Le témoignage de Dolano est tout à fait intéressant pour nous séropos, car il montre à quel point l'image de la mort reste accolée au VIH dans l'inconscient collectif des séronegs et explique cette répulsion dont nous sommes souvent victimes.

Je voudrais apporter un témoignage inverse.
J'ai rencontré un homme l'année dernière avec lequel j'ai eu une  relation sexuelle où je l'avais protégé. Le lendemain, je l'ai informé de ma séropositivité. Et bien il a quand même tenu à poursuivre nos relations sexuelles, en prenant bien sûr les précautions qui s'imposent.
Or il est atteint de la maladie de Parkinson et parle souvent de sa mort prochaine.
Je pense que le fait que l 'idée de la mort lui soit malheureusement familière, lui a permis de ne pas me rejeter.

Portrait de leminus

il y"a 13 ans comme je suis avec une fille.mais seulement ca fait 2ans comme je suis sero+ ma vie en couple est sur de le point de voler en eclat tout simplement parcequ elle a eu la chance de ne pas etre cotamine.
Portrait de Superpoussin

Il est parfaitement normal hélas de continuer à associer VIH et mort car nos phobies ou absences de phobies sont moins le fruit d'une démarche rationnelle que celui d'un conditionnement échappant parfois à toutes logiques.
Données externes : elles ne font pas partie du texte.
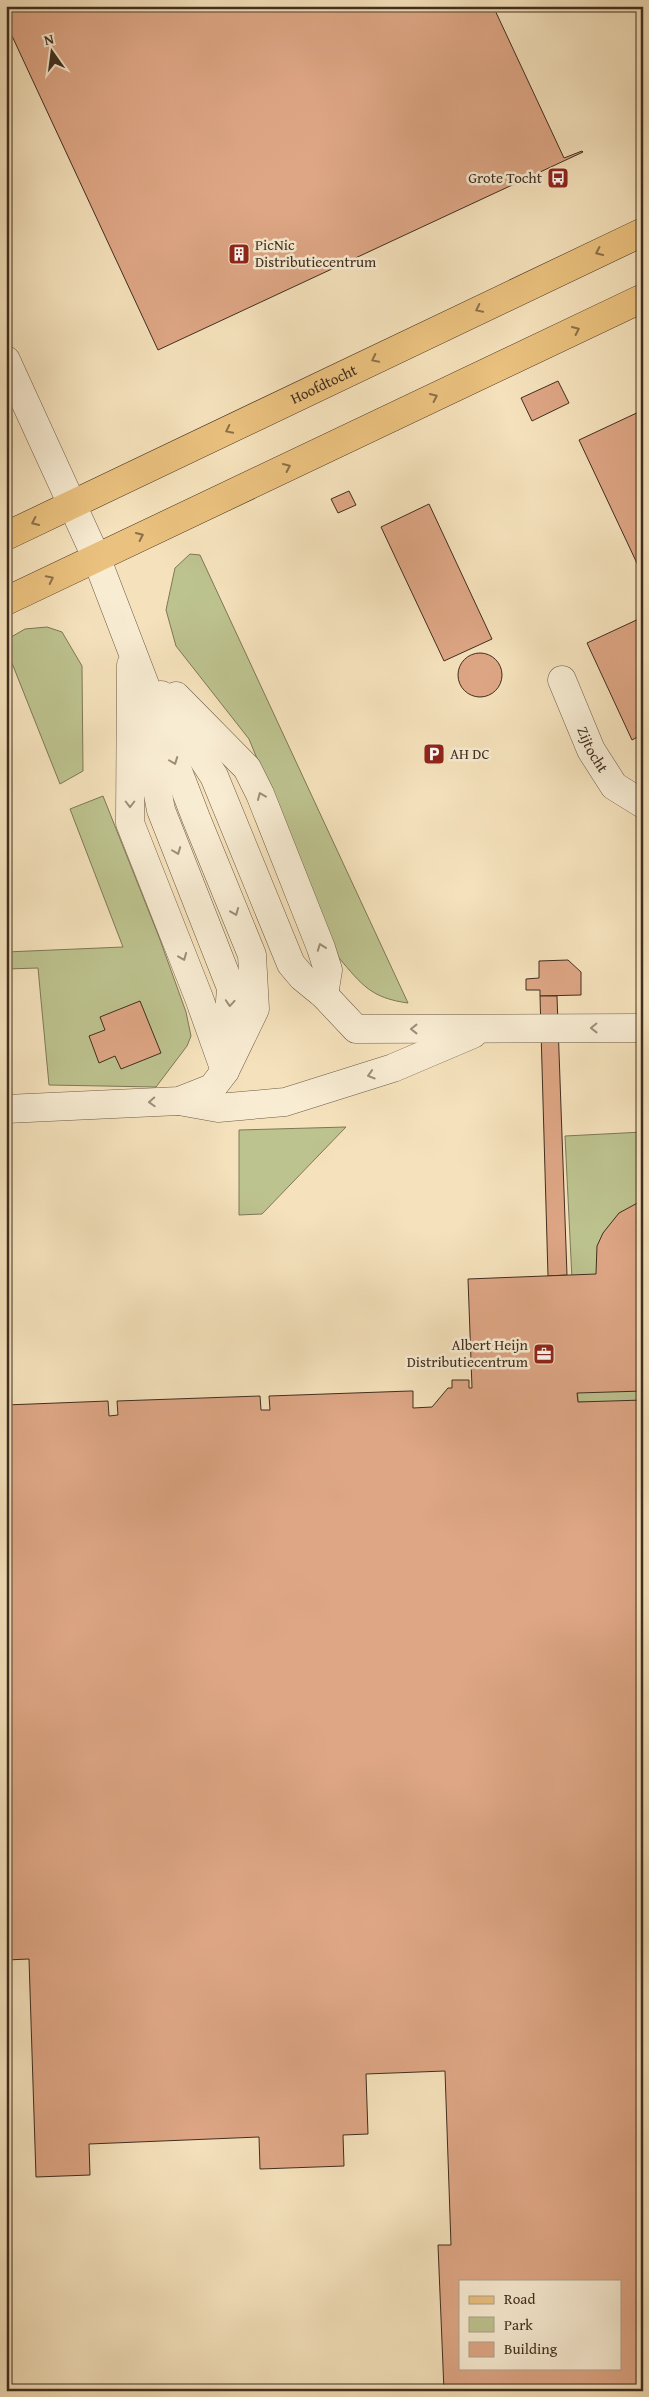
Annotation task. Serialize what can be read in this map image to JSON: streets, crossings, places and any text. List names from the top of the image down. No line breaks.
{"streets":{"main road":["Hoofdtocht"],"street":["Zijtocht"]},"places":{"bus stop":["Grote Tocht"],"building":["PicNic Distributiecentrum"],"parking":["AH DC"],"office":["Albert Heijn Distributiecentrum"]},"legend":["Road","Park","Building"],"north":"top"}
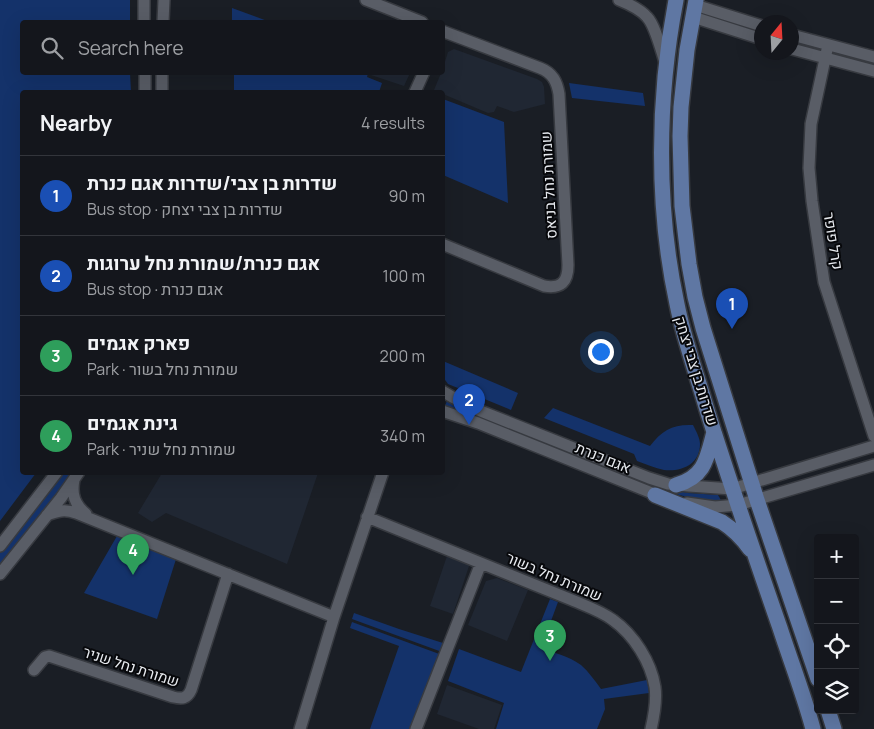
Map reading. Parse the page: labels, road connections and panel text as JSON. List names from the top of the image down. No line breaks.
{"streets":{"main road":["שדרות בן צבי יצחק"],"street":["שמורת נחל בניאס","קרל פופר","אגם כנרת","שמורת נחל בשור","שמורת נחל שניר"]},"crossings":[["שדרות בן צבי יצחק","אגם כנרת"]],"north":"top","page":{"search":"Search here","heading":["Nearby","4 results"],"list":[{"mark":"1","name":"שדרות בן צבי/שדרות אגם כנרת","note":"Bus stop · שדרות בן צבי יצחק","value":"90 m"},{"mark":"2","name":"אגם כנרת/שמורת נחל ערוגות","note":"Bus stop · אגם כנרת","value":"100 m"},{"mark":"3","name":"פארק אגמים","note":"Park · שמורת נחל בשור","value":"200 m"},{"mark":"4","name":"גינת אגמים","note":"Park · שמורת נחל שניר","value":"340 m"}],"pins":["1","2","4","3"],"map_buttons":["+","−"]}}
Or si en matière de VIH on sait que désormais pour bien des séropositifs le risque de transmission est si faible qu'on peut le considérer comme négligeable ce n'est pas cette information qui est servie au grand publique.
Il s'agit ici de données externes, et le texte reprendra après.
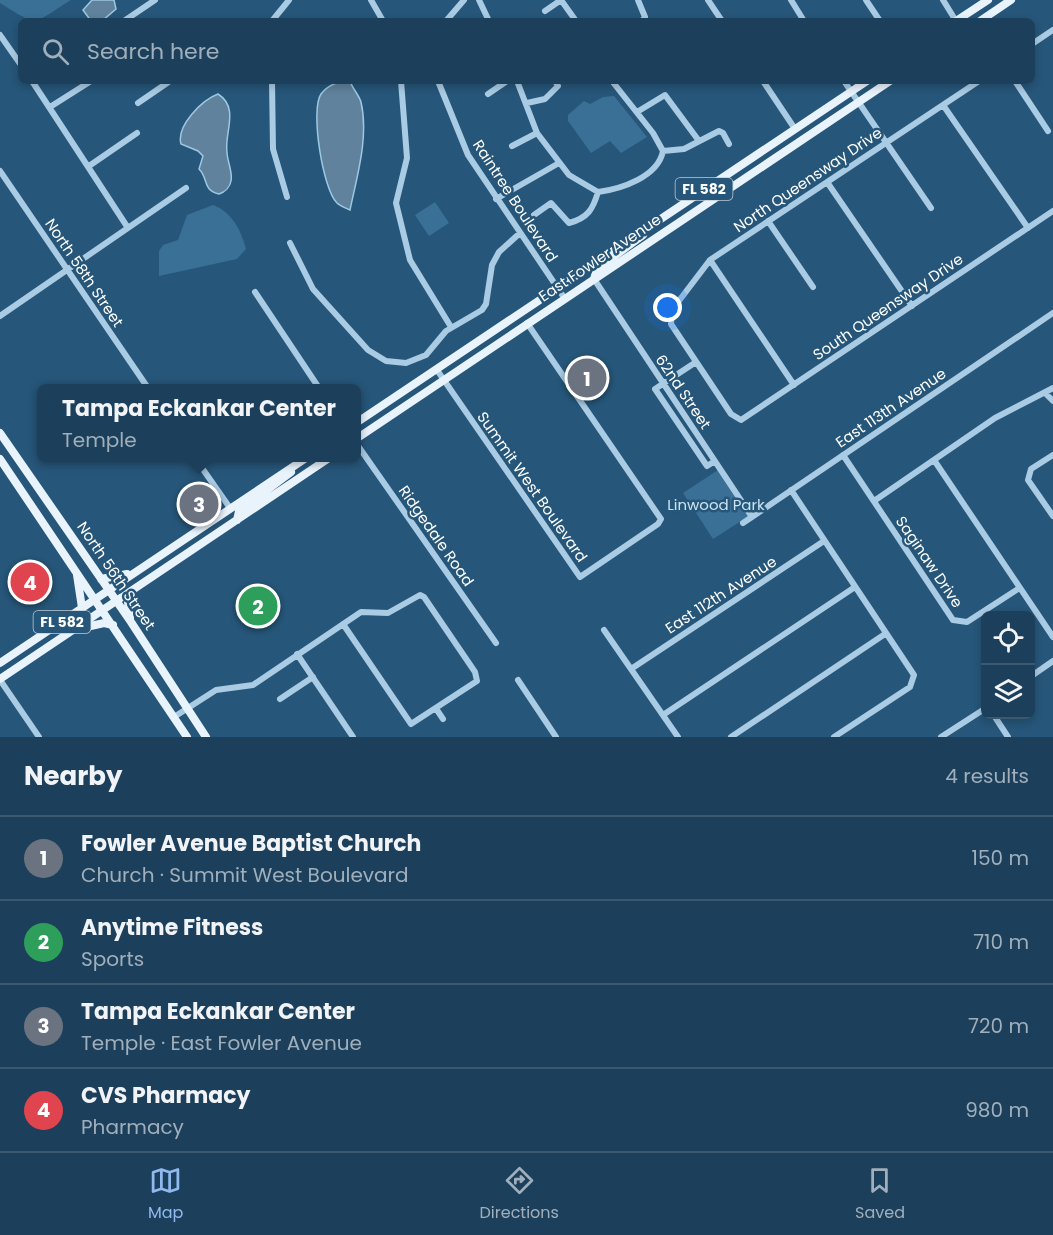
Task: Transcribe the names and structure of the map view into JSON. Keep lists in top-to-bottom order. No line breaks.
{"streets":{"main road":["FL 582","East Fowler Avenue","North 56th Street"],"street":["North Queensway Drive","Raintree Boulevard","North 58th Street","South Queensway Drive","62nd Street","East 113th Avenue","Summit West Boulevard","Ridgedale Road","Saginaw Drive","East 112th Avenue"]},"crossings":[["North Queensway Drive","South Queensway Drive"],["FL 582","North 56th Street"],["Raintree Boulevard","East Fowler Avenue"],["East Fowler Avenue","62nd Street"],["East Fowler Avenue","Summit West Boulevard"],["East 113th Avenue","Saginaw Drive"]],"parks":["Linwood Park"],"page":{"search":"Search here","pins":["1","3","4","2"],"popup":["Tampa Eckankar Center","Temple"],"heading":["Nearby","4 results"],"list":[{"mark":"1","name":"Fowler Avenue Baptist Church","note":"Church · Summit West Boulevard","value":"150 m"},{"mark":"2","name":"Anytime Fitness","note":"Sports","value":"710 m"},{"mark":"3","name":"Tampa Eckankar Center","note":"Temple · East Fowler Avenue","value":"720 m"},{"mark":"4","name":"CVS Pharmacy","note":"Pharmacy","value":"980 m"}],"nav":["Map","Directions","Saved"]}}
Aujourd'hui encore des associations continuent de marteler que seule la capote protège efficacement du risque de transmission. C'est cette propagande que nous entendons, pas le discours scientifique qui a fortement évolué sur la question. Avec cette propagande l'acte sexuel demeure placé sous l'épée de Damoclès d'une capote qui pourrait claquer, d'un accident qui pourrait transmettre ce virus mortel.

 L'acte sexuel est donc normalement vu comme un flirt avec sa propre mort.

Aujourd'hui encore des associations communiquent sur la mort inéluctable qui attend la personne atteinte de sida, exactement comme si nous étions encore dans les années 80. Ainsi la personne séropositive demeure vue avec sa mortalité comme un des éléments lui étant le plus caractéristique. La personne séropositive symbolise alors la mort à double titre, la sienne et celle qu'elle pourrait donner.

Tous les progrés de la médecine ne changeront rien à cela tant que ceux-ci ne seront pas médiatisés par les associations dont c'est le devoir mais pas l'intérêt de le faire.

Portrait de joeydebxl

Je suis, personnellement, parfaitement en "fusion" avec sauveniere !
De plus, pour traduire un peu, je pense que "mort et VIH" = "vue de l'ancien temps", à savoir, que au par avant, combien de personnes en sont mortes ? De nombreuses et c'était vu, revu et encore revu...
Voilà, bonne après-midi!

Portrait de Dolano


Wow, merci à tous pour vos merveilleux commentaires et pistes de réflexions.
 
J'ai été tenue loin d'un ordinateur pendant quelques jours et c'est seulement maintenant que je vous lis. Merci de votre temps.
 
Comme dans n'importe quelle relation, j'ai fini par être moins gênée avec l'homme que je vois. Et je ne sais pas s'il y a un lien à faire, mais mes craintes et mes flashs de mort ont disparu. Nous avons même fait l'amour avec pénétration et ça s'est super bien déroulé.
 
Au final, je vois à présent ma relation avec un séro+ comme n'importe quelle autre, au sens que j'ai toujours utilisé le condom dans mes relations sexuelles (sauf avec un copain il y a 10 ans, après des tests pour chacun). Bon, c'est juste de dire qu'il faudra faire encore plus attention, par exemple lors de menstruations ou de petites coupures.
 
Je suis très heureuse de ce qui se passe dans ma vie en ce moment. Et Seronet y est pour beaucoup aussi. Merci au site, merci à vous!